After a couple of rounds of CPR and medications, we do a pulse check and find that he has ROSC, return of spontaneous circulation. The meds worked, and he lived. This is rare. This almost never happens. Every time I’ve been in a code and performed CPR, the efforts were futile and the patient didn’t make it. Who knows why this guy did. Maybe he was young enough. Maybe the meds and CPR got to him quick enough. But he lived. It was another hour or two of stabilizing him and preparing him to be shipped off to the ICU.

A week later, I’m at drinks with some friends, going over and over and over my heartbreak, how I feel so confused, so hurt, still so low.

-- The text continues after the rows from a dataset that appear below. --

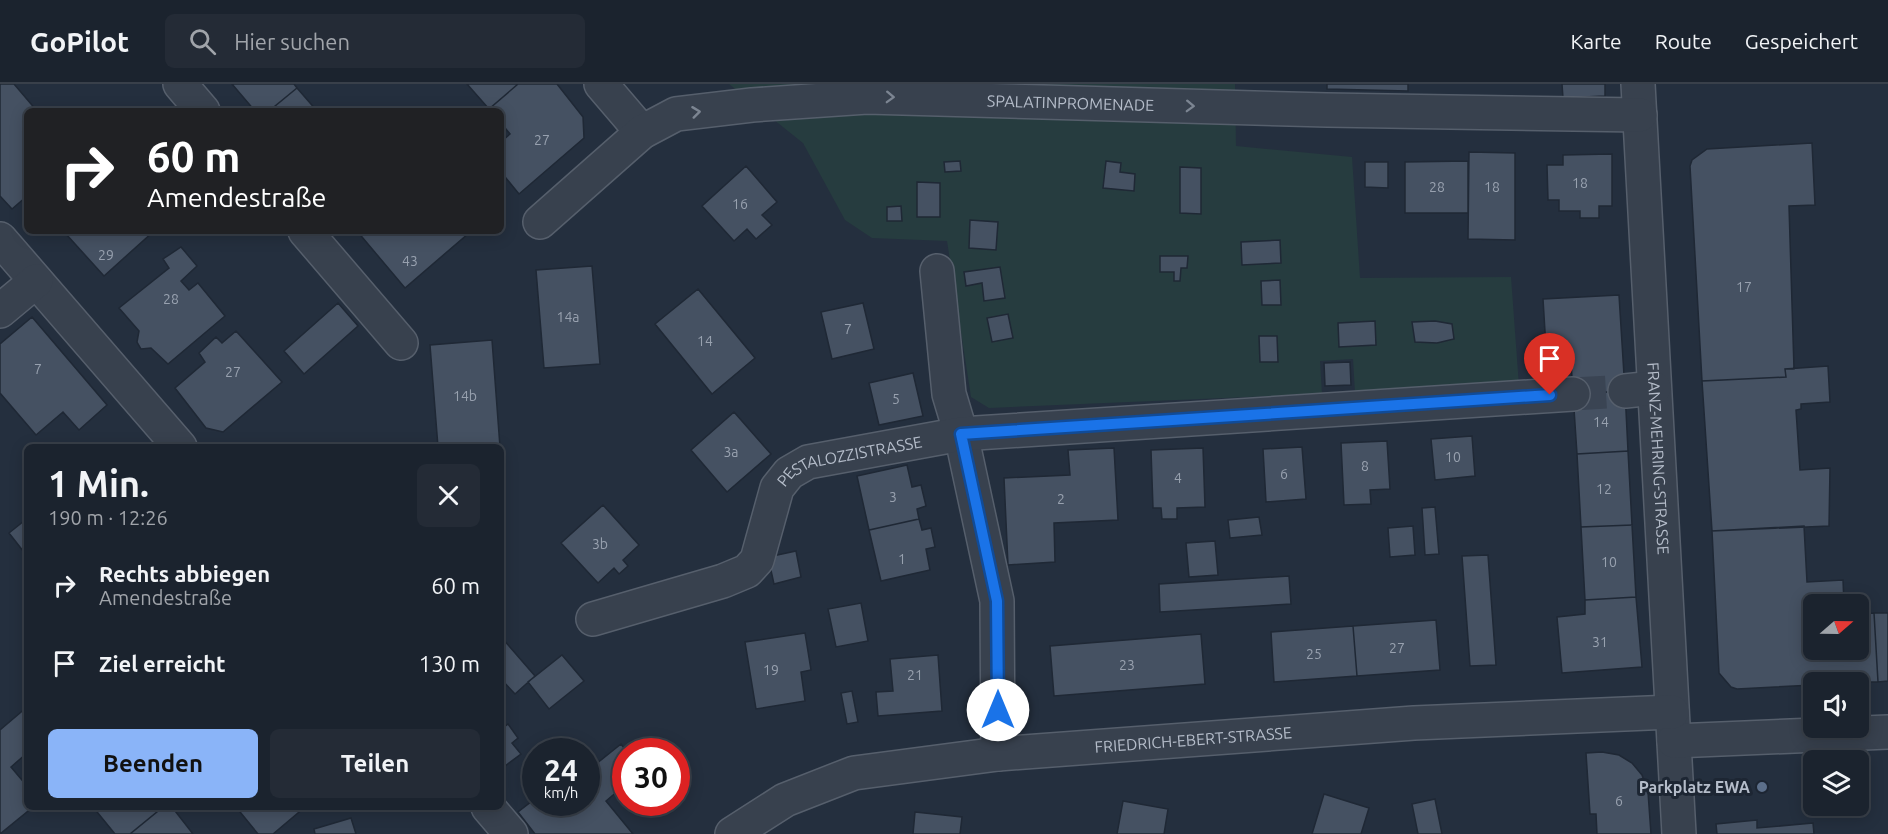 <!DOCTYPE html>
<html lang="de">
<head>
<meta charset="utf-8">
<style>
  body { margin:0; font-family:Ubuntu,sans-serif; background:#242b36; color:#f1f3f6; height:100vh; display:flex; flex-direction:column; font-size:22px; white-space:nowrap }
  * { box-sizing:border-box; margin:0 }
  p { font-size:20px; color:#a0a4aa }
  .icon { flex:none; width:33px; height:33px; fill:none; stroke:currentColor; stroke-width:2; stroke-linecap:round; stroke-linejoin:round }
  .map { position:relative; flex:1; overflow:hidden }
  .sheet { position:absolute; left:24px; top:360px; width:480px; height:366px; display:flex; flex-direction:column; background:#1b232e; border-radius:9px; box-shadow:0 3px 15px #0003,0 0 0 2px #39404a }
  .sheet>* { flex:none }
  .hud { position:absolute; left:24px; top:24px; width:480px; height:126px; border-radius:9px; box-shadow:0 3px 15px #0003,0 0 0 2px #39404a; background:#202124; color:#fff; overflow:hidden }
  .needle { width:39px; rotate:70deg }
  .buttons { position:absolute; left:1803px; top:510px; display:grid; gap:12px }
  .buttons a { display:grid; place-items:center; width:66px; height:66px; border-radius:9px; background:#1b232e; box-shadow:0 3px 15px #0003,0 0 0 2px #39404a; font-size:30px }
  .speed { position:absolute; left:522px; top:654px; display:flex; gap:12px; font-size:30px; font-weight:700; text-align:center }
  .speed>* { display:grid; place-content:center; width:78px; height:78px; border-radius:50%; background:#1b232e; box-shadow:0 3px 15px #0003,0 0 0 2px #39404a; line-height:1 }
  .speed small { font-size:15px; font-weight:400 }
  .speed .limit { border:9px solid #d22; background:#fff; color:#111 }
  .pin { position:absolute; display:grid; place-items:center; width:51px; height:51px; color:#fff; margin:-62px -26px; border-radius:50% 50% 50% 0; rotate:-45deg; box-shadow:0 0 6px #0007 }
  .pin .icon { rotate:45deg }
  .me { position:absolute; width:66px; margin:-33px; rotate:0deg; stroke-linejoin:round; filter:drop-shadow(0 0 4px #0008) }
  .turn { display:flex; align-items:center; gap:21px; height:126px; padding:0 24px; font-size:27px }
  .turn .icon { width:78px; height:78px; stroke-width:2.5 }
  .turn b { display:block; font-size:42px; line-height:51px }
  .round { display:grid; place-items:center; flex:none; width:63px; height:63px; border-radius:9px; background:#242b36 }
  .overview { display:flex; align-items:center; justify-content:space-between; height:102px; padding:0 24px }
  h1 { font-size:36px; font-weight:600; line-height:45px }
  .action { display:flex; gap:12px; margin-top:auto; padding:12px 24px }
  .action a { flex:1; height:69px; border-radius:9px; background:#8ab4f8; color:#111; font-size:24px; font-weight:600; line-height:69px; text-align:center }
  .action a+a { background:#242b36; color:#f1f3f6 }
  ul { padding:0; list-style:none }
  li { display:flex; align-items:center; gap:18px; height:78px; padding:0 24px }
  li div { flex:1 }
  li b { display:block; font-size:22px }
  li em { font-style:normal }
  header { display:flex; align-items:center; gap:36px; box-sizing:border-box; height:84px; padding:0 30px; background:#1b232e; border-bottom:2px solid #39404a }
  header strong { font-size:28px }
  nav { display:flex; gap:33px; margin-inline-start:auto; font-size:21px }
  .search { width:420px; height:54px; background:#242b36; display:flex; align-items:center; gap:15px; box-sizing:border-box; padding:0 21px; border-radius:9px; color:#a0a4aa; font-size:22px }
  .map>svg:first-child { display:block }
  .green { fill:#263c3f }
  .building { fill:#455162; stroke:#1f2835; stroke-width:1.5 }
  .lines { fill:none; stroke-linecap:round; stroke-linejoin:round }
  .minor-tunnel { stroke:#3a4453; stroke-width:33; stroke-dasharray:33 16; stroke-linecap:butt }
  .minor-casing { stroke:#565f6c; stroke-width:36 }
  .minor { stroke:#38414e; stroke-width:33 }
  .oneway { stroke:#7c8592 }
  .route-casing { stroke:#114b97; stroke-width:15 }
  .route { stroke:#1a73e8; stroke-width:10 }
  .service-dot { fill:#5c6f8a; stroke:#1d2633; stroke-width:2 }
  .labels { text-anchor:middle; stroke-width:6; stroke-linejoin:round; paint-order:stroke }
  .number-label { font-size:14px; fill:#98a1af }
  .street-label { font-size:16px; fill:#b4bcc9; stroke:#1d2633 }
  .poi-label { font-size:16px; font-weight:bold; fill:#b4bcc9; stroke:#1d2633; text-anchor:end }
</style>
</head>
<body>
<header>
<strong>GoPilot</strong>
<div class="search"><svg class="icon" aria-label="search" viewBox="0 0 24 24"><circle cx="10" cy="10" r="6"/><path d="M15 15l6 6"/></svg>Hier suchen</div>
<nav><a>Karte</a><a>Route</a><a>Gespeichert</a></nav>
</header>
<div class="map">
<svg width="1888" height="750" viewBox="0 0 1888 750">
  <rect width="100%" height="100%" fill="#242f3e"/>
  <path class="green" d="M729,0H1235L1236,62L1352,73L1360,194L1511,193L1519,302L1355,309L1353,275L1320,277L1322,310L989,324L971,313L947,157L872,154L845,136L803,59Z"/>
  <path class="building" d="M0,0H14L37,27H27V112L12,125L0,112Z
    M232,0H294L297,4L269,27H255Z
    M467,0H518L489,25Z
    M518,0H557L583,33L584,54L519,110L501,88V58L510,50L501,39V27L489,25Z
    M1327,0H1408V7L1327,5Z
    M1562,0H1605V12L1563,14Z
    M297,4L317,27H269Z
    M1812,59L1815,121L1789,122L1794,285H1785L1786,293L1702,297L1690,82L1692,76L1707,65Z
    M1469,68L1515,69V156L1468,155Z
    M1612,70V122H1599V134H1580V127H1559V116H1548L1547,81H1563V71Z
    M960,77L961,87L945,88L944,78Z
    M1106,77L1121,79L1120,88L1135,90L1134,107L1103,104Z
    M1468,77V129H1405V78Z
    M1365,78H1388V104L1365,103Z
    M746,82L777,118L762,131L772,141L756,155L747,145L734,157L702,122Z
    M1180,83L1201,84V130L1180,129Z
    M917,98L940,99V133H917Z
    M901,122L902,137H887V123Z
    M970,136L998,138L996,166L969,164Z
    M69,147H154L104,192L66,150Z
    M357,147H467L469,149L405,204Z
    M1280,156L1281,179L1242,181L1241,158Z
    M181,163L197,182L181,197L189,206L198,199L225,232L168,280L151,264L141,265L137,258L139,247L119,224L169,184L163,175Z
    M1160,172H1188L1187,184H1181L1180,197H1174V188H1160Z
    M592,182L600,280L544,284L536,186Z
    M1000,183L1005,214L984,217L982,199L966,202L964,188Z
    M1280,196L1281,221H1262L1261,197Z
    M698,205L755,274L712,310L655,240Z
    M1619,211L1625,307L1573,310L1570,262L1546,264L1543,215Z
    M338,219L358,242L304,290L284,267Z
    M863,219L874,265L832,275L821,228Z
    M1008,230L1013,254L992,258L987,234Z
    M32,233L107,321L79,346L63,328L36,351L0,309V260Z
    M1375,237L1376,261L1339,263L1338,239Z
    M1435,237L1452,240L1454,255L1437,259L1415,258L1412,238Z
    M236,247L282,298L223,348L206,344L175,304L205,278L199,269L216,253L222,259Z
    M1259,252H1277L1278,278H1260Z
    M492,256L500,363H438L430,261Z
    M1350,278L1351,301L1325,302L1324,279Z
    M1828,282L1830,318L1801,320V325L1796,326L1800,386L1830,384L1829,442L1712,447L1702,297L1786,293L1785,285Z
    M913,289L923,332L879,341L869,299Z
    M1625,307L1628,367L1577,370L1573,310Z
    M734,328L771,370L727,408L691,366Z
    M1472,352L1475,392L1435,396L1431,355Z
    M1387,357L1390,405L1370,406L1371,420L1344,421L1341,359Z
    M1302,363L1306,415L1266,418L1263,365Z
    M1114,364L1118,436L1054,439L1055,478L1008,481L1004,394L1070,391L1068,366Z
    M1203,364L1205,423L1177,424V435H1162L1161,424H1153L1151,366Z
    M1628,367L1632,441L1581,443L1577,370Z
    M907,381L912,403L921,401L926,422L917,425L919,435L869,446L857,392Z
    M603,421L639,461L623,476L628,482L619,490L614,484L598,499L561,459Z
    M1435,423L1439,470L1425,471L1422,424Z
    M1259,433L1262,451L1230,454L1228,436Z
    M919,435L922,446L931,444L935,463L926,465L930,486L881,497L869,446Z
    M24,437L27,441V472L9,449Z
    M1632,441L1636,513L1585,516L1581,443Z
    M1413,442L1415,471L1390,473L1388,444Z
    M1804,442L1807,498L1843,496L1844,520H1814V566H1858V530L1874,529L1878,598H1814V601L1737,605L1731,603L1719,589L1712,447Z
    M1215,457L1218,491L1189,493L1186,459Z
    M796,467L801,493L774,500L768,473Z
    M1488,471L1496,581L1470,582L1462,472Z
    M1289,492L1291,520L1160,528L1159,500Z
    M1636,513L1642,583L1562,589L1557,533L1585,530V516Z
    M861,519L868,557L836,563L828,525Z
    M1874,529H1888V597L1878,598Z
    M1436,536L1440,586L1357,592L1353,542Z
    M1353,542L1357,592L1274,598L1271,548Z
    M805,549L811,586L801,588L805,617L756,625L745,558Z
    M1201,550L1205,600L1054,612L1050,562Z
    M502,554L535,592L515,610L501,595Z
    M562,571L584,597L549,625L528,598Z
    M938,571L942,627L878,632L876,608L893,607L890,575Z
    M852,607L858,638L847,640L841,609Z
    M27,623V669L11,683L27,702V723H33L0,750V646Z
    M508,640L518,654L512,659L521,670L501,685V641L503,644Z
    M621,660L627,668L626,700L606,717L633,750H535L518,728L536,714V718H586V688Z
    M1602,668L1619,671L1632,679L1642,691L1648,708L1651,750H1597L1596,730H1590L1586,669Z
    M1324,710L1369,724L1361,750H1312Z
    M1435,715L1442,750H1418L1412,720Z
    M1123,717L1168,725L1164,750H1117Z
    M93,723H163L130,750H115Z
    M163,723H172L193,750H130Z
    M236,723H305L273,750H258Z
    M915,728L962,733L960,750H913Z
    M351,734L356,750H315L314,745Z
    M1757,736V744L1813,739L1814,750H1717L1716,740Z"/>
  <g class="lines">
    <path class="minor-tunnel" d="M1573,310L1625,307"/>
    <defs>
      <g id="minor">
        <path d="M180,0L203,27"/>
        <path d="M601,0L642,48"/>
        <path id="s1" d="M1638,0L1679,750"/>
        <path id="s2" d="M540,138L642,48L676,30L752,21L867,13L1327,26L1640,31"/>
        <path d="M305,147L401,259"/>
        <path d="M0,155L180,363"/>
        <path d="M937,187L949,310L961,350L997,517L998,670"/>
        <path d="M0,227L36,197"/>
        <path d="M1625,307L1654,304"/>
        <path id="s3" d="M593,535L723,497L747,487L757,476L777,404L789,389L808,378L961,350L1573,310"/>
        <path d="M1674,657L1888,648"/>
        <path d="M488,723L511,750"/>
        <path id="s4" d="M732,750L785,716L854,689L998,670L1414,639L1672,628"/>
      </g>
    </defs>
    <use href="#minor" class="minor-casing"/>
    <use href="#minor" class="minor"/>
  </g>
  <defs><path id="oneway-chevron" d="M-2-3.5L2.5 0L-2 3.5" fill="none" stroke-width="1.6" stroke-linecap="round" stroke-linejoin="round" transform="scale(1.5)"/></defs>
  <g class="oneway">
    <use href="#oneway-chevron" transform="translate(890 13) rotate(2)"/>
    <use href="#oneway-chevron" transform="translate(1190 22) rotate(2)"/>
    <use href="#oneway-chevron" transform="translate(696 28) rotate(-7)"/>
  </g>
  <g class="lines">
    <defs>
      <path id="route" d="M998,626L997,517L961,350L1550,311"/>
    </defs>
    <use href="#route" class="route-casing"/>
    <use href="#route" class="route"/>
  </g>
  <circle class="service-dot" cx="1762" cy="703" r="6"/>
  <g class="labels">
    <g class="number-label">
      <text x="542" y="61">27</text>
      <text x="1580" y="104">18</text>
      <text x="1437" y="108">28</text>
      <text x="1492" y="108">18</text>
      <text x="740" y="125">16</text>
      <text x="106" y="176">29</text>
      <text x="410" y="182">43</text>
      <text x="1744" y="208">17</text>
      <text x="171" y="220">28</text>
      <text x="568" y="238">14a</text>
      <text x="848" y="250">7</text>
      <text x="705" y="262">14</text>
      <text x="38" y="290">7</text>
      <text x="233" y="293">27</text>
      <text x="465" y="317">14b</text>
      <text x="896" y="320">5</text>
      <text x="1601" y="343">14</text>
      <text x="731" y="373">3a</text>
      <text x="1453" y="378">10</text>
      <text x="1365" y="387">8</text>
      <text x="1284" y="395">6</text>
      <text x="1178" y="399">4</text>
      <text x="1604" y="410">12</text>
      <text x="893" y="418">3</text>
      <text x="1061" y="420">2</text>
      <text x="600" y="465">3b</text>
      <text x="902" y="480">1</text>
      <text x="1609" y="483">10</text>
      <text x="1600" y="563">31</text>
      <text x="1397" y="569">27</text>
      <text x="1314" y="575">25</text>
      <text x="1127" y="586">23</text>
      <text x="771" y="591">19</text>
      <text x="915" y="596">21</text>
      <text x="1619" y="722">6</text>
    </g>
    <g class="street-label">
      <text dy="6" stroke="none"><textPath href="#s2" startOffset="570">SPALATINPROMENADE</textPath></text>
      <text dy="6" stroke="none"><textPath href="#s1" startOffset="375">FRANZ-MEHRING-STRASSE</textPath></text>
      <text dy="6" stroke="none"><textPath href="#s3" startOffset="332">PESTALOZZISTRASSE</textPath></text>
      <text dy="6" stroke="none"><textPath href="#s4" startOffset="478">FRIEDRICH-EBERT-STRASSE</textPath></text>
    </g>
    <g class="poi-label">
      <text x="1750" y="709">Parkplatz EWA</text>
    </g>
  </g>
</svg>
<div class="buttons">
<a><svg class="needle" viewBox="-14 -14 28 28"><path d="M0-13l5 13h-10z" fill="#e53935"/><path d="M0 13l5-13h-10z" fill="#a0a4aa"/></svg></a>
<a><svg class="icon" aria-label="sound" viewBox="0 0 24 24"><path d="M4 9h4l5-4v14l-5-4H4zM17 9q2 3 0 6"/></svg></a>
<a><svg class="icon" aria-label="layers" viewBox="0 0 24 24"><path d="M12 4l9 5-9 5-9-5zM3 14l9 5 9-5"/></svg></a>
</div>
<div class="speed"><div>24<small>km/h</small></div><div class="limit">30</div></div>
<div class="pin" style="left:1550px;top:311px;background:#d93025"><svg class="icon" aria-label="arrive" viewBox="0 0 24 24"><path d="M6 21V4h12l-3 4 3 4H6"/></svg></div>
<svg class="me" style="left:998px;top:626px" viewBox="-20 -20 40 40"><circle r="19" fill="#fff"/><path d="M0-13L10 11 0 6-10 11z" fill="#1a73e8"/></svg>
<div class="hud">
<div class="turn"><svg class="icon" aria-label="right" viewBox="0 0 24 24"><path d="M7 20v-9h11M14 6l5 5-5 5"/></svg><div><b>60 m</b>Amendestraße</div></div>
</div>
<section class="sheet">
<div class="overview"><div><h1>1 Min.</h1><p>190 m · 12:26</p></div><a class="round"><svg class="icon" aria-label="close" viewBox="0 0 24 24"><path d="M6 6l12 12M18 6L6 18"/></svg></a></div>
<ul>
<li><svg class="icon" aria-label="right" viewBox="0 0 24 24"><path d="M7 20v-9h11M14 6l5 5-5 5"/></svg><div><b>Rechts abbiegen</b><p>Amendestraße</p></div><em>60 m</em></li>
<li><svg class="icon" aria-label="arrive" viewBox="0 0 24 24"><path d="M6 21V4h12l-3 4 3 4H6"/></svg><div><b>Ziel erreicht</b></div><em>130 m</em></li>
</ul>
<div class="action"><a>Beenden</a><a>Teilen</a></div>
</section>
</div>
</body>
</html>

“Anything good happening, though?” one of them kindly jokes.
“I did CPR at work and the patient lived. I’ve never had a patient live before.”
“Woah, that’s incredible. Do you hear yourself?”
“I guess. I did the cardiac compressions. It felt good to pound on a heart like that.”

The last couple of weeks, I keep finding myself saying “There’s gotta be a metaphor in there somewhere.” Weird things that happen, things I notice in nature, the return of spontaneous circulation. What does it all mean? But I guess I’m not supposed to know. Not while I’m deep in the thick of it, trying to keep my head above water. I think the meaning, the metaphors are only supposed to make sense in hindsight. But for the couple of hours where I worked on that patient, did my job as a nurse, all my other problems and heartbreak felt so insignificant and unimportant and weren’t even on my mind. So while I keep thinking of metaphors, maybe it wasn’t that I was trying to push on someone else’s heart, maybe it was my own, maybe it was something about bringing myself back to life.

I don’t know though. Those answers aren’t here yet. I just know that my patient lived, and I guess I will continue to do so as well.

One Response to “Return of Spontaneous Circulation”

  1. Nancy Rowlinson May 8, 2021 at 2:17 pm #

    Hi, Chrissy! We both love your blog. You are quite a writer. Whatever you are going through, we love you!